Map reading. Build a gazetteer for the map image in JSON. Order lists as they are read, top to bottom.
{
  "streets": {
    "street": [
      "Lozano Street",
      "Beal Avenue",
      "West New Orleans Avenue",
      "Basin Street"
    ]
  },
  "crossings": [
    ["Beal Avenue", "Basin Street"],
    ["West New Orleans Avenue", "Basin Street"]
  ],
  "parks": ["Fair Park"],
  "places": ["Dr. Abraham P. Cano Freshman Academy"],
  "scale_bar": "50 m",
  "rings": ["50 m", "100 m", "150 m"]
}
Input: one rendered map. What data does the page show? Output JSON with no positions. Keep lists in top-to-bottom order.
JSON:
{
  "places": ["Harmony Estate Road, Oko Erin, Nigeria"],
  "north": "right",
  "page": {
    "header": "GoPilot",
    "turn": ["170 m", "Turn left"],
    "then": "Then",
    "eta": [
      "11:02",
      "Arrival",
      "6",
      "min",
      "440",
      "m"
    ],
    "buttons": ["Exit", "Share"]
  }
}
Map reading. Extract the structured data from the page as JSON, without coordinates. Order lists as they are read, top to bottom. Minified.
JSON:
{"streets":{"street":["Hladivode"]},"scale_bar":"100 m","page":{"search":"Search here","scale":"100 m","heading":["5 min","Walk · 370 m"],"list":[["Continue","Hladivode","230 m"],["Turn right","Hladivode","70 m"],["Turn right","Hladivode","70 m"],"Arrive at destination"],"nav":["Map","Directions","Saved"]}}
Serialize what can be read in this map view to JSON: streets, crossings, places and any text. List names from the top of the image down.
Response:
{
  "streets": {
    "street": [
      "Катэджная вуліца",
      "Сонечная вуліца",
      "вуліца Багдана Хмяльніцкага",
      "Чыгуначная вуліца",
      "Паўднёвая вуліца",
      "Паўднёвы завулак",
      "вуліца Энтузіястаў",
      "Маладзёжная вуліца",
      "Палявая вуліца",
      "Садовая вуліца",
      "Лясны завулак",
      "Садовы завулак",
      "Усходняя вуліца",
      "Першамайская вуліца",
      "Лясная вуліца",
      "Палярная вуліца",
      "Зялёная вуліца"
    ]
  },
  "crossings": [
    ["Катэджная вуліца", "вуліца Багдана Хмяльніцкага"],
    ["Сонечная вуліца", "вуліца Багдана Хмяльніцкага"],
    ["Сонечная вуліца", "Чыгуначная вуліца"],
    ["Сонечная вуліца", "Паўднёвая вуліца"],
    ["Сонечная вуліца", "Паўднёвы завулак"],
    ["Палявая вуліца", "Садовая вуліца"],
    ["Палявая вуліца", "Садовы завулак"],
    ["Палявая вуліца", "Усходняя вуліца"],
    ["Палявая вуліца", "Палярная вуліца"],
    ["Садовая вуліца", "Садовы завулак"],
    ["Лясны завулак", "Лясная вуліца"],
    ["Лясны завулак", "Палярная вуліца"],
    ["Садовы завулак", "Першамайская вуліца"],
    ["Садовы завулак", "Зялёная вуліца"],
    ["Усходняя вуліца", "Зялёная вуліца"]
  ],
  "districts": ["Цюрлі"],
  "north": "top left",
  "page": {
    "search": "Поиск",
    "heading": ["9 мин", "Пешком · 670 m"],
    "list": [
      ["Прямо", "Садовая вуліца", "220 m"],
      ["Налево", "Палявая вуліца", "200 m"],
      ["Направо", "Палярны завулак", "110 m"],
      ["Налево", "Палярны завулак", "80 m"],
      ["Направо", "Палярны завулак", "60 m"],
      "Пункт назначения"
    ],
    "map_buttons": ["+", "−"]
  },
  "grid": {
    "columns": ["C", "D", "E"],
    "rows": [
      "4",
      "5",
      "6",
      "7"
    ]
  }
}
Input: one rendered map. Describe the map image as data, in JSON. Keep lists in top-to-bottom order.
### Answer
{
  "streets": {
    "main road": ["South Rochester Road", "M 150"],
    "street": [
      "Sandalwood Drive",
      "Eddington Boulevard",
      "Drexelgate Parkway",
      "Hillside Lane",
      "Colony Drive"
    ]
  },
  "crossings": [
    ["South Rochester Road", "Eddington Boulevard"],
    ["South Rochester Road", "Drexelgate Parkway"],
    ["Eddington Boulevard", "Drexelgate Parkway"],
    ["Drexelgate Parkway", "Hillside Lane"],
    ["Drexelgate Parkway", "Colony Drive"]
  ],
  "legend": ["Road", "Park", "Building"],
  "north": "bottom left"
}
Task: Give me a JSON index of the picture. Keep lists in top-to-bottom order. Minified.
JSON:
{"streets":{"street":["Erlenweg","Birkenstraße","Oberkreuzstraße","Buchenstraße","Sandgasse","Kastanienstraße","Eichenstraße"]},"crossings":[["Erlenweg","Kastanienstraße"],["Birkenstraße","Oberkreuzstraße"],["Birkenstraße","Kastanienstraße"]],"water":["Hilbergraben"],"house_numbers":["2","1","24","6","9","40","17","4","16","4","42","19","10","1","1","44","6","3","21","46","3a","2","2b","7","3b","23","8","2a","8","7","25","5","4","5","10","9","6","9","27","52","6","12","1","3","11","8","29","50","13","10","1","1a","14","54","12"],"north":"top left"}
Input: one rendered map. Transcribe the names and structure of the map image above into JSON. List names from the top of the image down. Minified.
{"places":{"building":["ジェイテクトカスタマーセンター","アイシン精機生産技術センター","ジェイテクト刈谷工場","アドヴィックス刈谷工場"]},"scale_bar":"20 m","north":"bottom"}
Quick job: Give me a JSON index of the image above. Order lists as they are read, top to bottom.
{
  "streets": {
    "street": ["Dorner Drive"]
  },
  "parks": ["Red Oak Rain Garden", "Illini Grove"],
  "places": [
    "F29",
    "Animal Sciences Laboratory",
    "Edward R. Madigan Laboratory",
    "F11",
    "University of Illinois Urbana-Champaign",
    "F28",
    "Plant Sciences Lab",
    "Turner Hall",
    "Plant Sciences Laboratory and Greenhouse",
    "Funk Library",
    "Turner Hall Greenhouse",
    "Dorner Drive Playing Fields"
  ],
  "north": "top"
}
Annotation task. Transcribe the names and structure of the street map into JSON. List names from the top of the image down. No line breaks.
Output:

▶ Task requirements: Every entry above must be reproduced exactly.

▶ Answer for this exercise:
Map reading. Build a gazetteer for the map image in JSON. Order lists as they are read, top to bottom.
{
  "streets": {
    "street": [
      "Lozano Street",
      "Beal Avenue",
      "West New Orleans Avenue",
      "Basin Street"
    ]
  },
  "crossings": [
    ["Beal Avenue", "Basin Street"],
    ["West New Orleans Avenue", "Basin Street"]
  ],
  "parks": ["Fair Park"],
  "places": ["Dr. Abraham P. Cano Freshman Academy"],
  "scale_bar": "50 m",
  "rings": ["50 m", "100 m", "150 m"]
}
Input: one rendered map. What data does the page show? Output JSON with no positions. Keep lists in top-to-bottom order.
JSON:
{
  "places": ["Harmony Estate Road, Oko Erin, Nigeria"],
  "north": "right",
  "page": {
    "header": "GoPilot",
    "turn": ["170 m", "Turn left"],
    "then": "Then",
    "eta": [
      "11:02",
      "Arrival",
      "6",
      "min",
      "440",
      "m"
    ],
    "buttons": ["Exit", "Share"]
  }
}
Map reading. Extract the structured data from the page as JSON, without coordinates. Order lists as they are read, top to bottom. Minified.
JSON:
{"streets":{"street":["Hladivode"]},"scale_bar":"100 m","page":{"search":"Search here","scale":"100 m","heading":["5 min","Walk · 370 m"],"list":[["Continue","Hladivode","230 m"],["Turn right","Hladivode","70 m"],["Turn right","Hladivode","70 m"],"Arrive at destination"],"nav":["Map","Directions","Saved"]}}
Serialize what can be read in this map view to JSON: streets, crossings, places and any text. List names from the top of the image down.
Response:
{
  "streets": {
    "street": [
      "Катэджная вуліца",
      "Сонечная вуліца",
      "вуліца Багдана Хмяльніцкага",
      "Чыгуначная вуліца",
      "Паўднёвая вуліца",
      "Паўднёвы завулак",
      "вуліца Энтузіястаў",
      "Маладзёжная вуліца",
      "Палявая вуліца",
      "Садовая вуліца",
      "Лясны завулак",
      "Садовы завулак",
      "Усходняя вуліца",
      "Першамайская вуліца",
      "Лясная вуліца",
      "Палярная вуліца",
      "Зялёная вуліца"
    ]
  },
  "crossings": [
    ["Катэджная вуліца", "вуліца Багдана Хмяльніцкага"],
    ["Сонечная вуліца", "вуліца Багдана Хмяльніцкага"],
    ["Сонечная вуліца", "Чыгуначная вуліца"],
    ["Сонечная вуліца", "Паўднёвая вуліца"],
    ["Сонечная вуліца", "Паўднёвы завулак"],
    ["Палявая вуліца", "Садовая вуліца"],
    ["Палявая вуліца", "Садовы завулак"],
    ["Палявая вуліца", "Усходняя вуліца"],
    ["Палявая вуліца", "Палярная вуліца"],
    ["Садовая вуліца", "Садовы завулак"],
    ["Лясны завулак", "Лясная вуліца"],
    ["Лясны завулак", "Палярная вуліца"],
    ["Садовы завулак", "Першамайская вуліца"],
    ["Садовы завулак", "Зялёная вуліца"],
    ["Усходняя вуліца", "Зялёная вуліца"]
  ],
  "districts": ["Цюрлі"],
  "north": "top left",
  "page": {
    "search": "Поиск",
    "heading": ["9 мин", "Пешком · 670 m"],
    "list": [
      ["Прямо", "Садовая вуліца", "220 m"],
      ["Налево", "Палявая вуліца", "200 m"],
      ["Направо", "Палярны завулак", "110 m"],
      ["Налево", "Палярны завулак", "80 m"],
      ["Направо", "Палярны завулак", "60 m"],
      "Пункт назначения"
    ],
    "map_buttons": ["+", "−"]
  },
  "grid": {
    "columns": ["C", "D", "E"],
    "rows": [
      "4",
      "5",
      "6",
      "7"
    ]
  }
}
Input: one rendered map. Describe the map image as data, in JSON. Keep lists in top-to-bottom order.
### Answer
{
  "streets": {
    "main road": ["South Rochester Road", "M 150"],
    "street": [
      "Sandalwood Drive",
      "Eddington Boulevard",
      "Drexelgate Parkway",
      "Hillside Lane",
      "Colony Drive"
    ]
  },
  "crossings": [
    ["South Rochester Road", "Eddington Boulevard"],
    ["South Rochester Road", "Drexelgate Parkway"],
    ["Eddington Boulevard", "Drexelgate Parkway"],
    ["Drexelgate Parkway", "Hillside Lane"],
    ["Drexelgate Parkway", "Colony Drive"]
  ],
  "legend": ["Road", "Park", "Building"],
  "north": "bottom left"
}
Task: Give me a JSON index of the picture. Keep lists in top-to-bottom order. Minified.
JSON:
{"streets":{"street":["Erlenweg","Birkenstraße","Oberkreuzstraße","Buchenstraße","Sandgasse","Kastanienstraße","Eichenstraße"]},"crossings":[["Erlenweg","Kastanienstraße"],["Birkenstraße","Oberkreuzstraße"],["Birkenstraße","Kastanienstraße"]],"water":["Hilbergraben"],"house_numbers":["2","1","24","6","9","40","17","4","16","4","42","19","10","1","1","44","6","3","21","46","3a","2","2b","7","3b","23","8","2a","8","7","25","5","4","5","10","9","6","9","27","52","6","12","1","3","11","8","29","50","13","10","1","1a","14","54","12"],"north":"top left"}
Input: one rendered map. Transcribe the names and structure of the map image above into JSON. List names from the top of the image down. Minified.
{"places":{"building":["ジェイテクトカスタマーセンター","アイシン精機生産技術センター","ジェイテクト刈谷工場","アドヴィックス刈谷工場"]},"scale_bar":"20 m","north":"bottom"}
Quick job: Give me a JSON index of the image above. Order lists as they are read, top to bottom.
{
  "streets": {
    "street": ["Dorner Drive"]
  },
  "parks": ["Red Oak Rain Garden", "Illini Grove"],
  "places": [
    "F29",
    "Animal Sciences Laboratory",
    "Edward R. Madigan Laboratory",
    "F11",
    "University of Illinois Urbana-Champaign",
    "F28",
    "Plant Sciences Lab",
    "Turner Hall",
    "Plant Sciences Laboratory and Greenhouse",
    "Funk Library",
    "Turner Hall Greenhouse",
    "Dorner Drive Playing Fields"
  ],
  "north": "top"
}
Annotation task. Transcribe the names and structure of the street map into JSON. List names from the top of the image down. No line breaks.
Output:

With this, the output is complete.